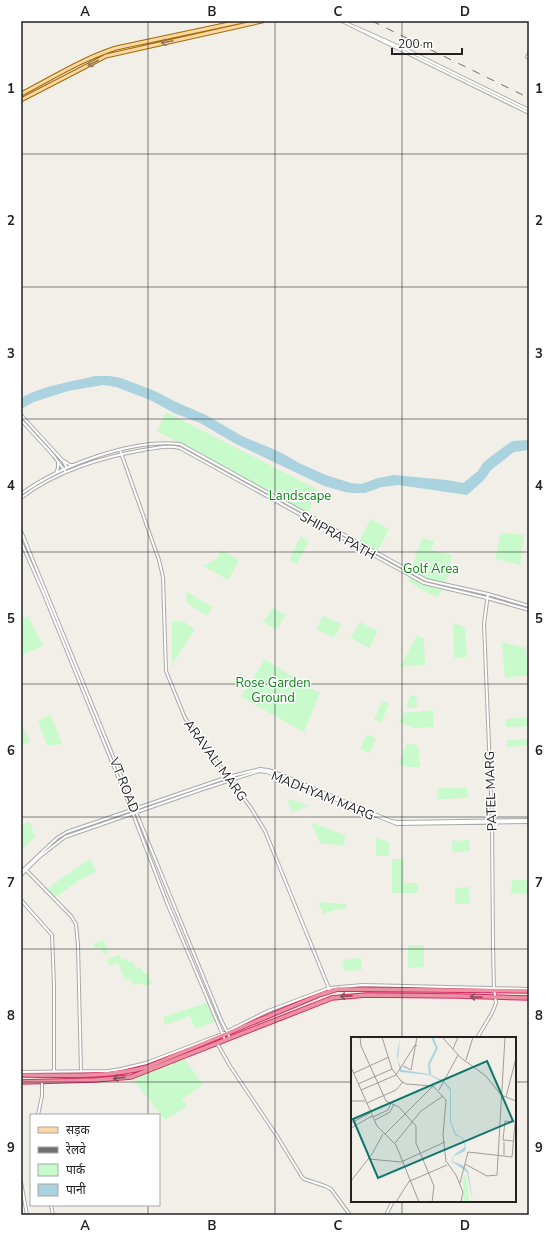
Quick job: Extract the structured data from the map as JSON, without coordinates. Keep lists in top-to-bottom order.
{
  "streets": {
    "street": [
      "SHIPRA PATH",
      "ARAVALI MARG",
      "VT ROAD",
      "PATEL MARG",
      "MADHYAM MARG"
    ]
  },
  "crossings": [
    ["SHIPRA PATH", "ARAVALI MARG"],
    ["SHIPRA PATH", "PATEL MARG"],
    ["ARAVALI MARG", "MADHYAM MARG"],
    ["VT ROAD", "MADHYAM MARG"],
    ["PATEL MARG", "MADHYAM MARG"]
  ],
  "parks": ["Landscape", "Golf Area", "Rose Garden Ground"],
  "legend": [
    "सड़क",
    "रेलवे",
    "पार्क",
    "पानी"
  ],
  "scale_bar": "200 m",
  "grid": {
    "columns": [
      "A",
      "B",
      "C",
      "D"
    ],
    "rows": [
      "1",
      "2",
      "3",
      "4",
      "5",
      "6",
      "7",
      "8",
      "9"
    ]
  }
}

··········

# What to work on:
Count, in the listing above, every line that includes "PATEL". The number is the whole answer.

# Exercise output:
3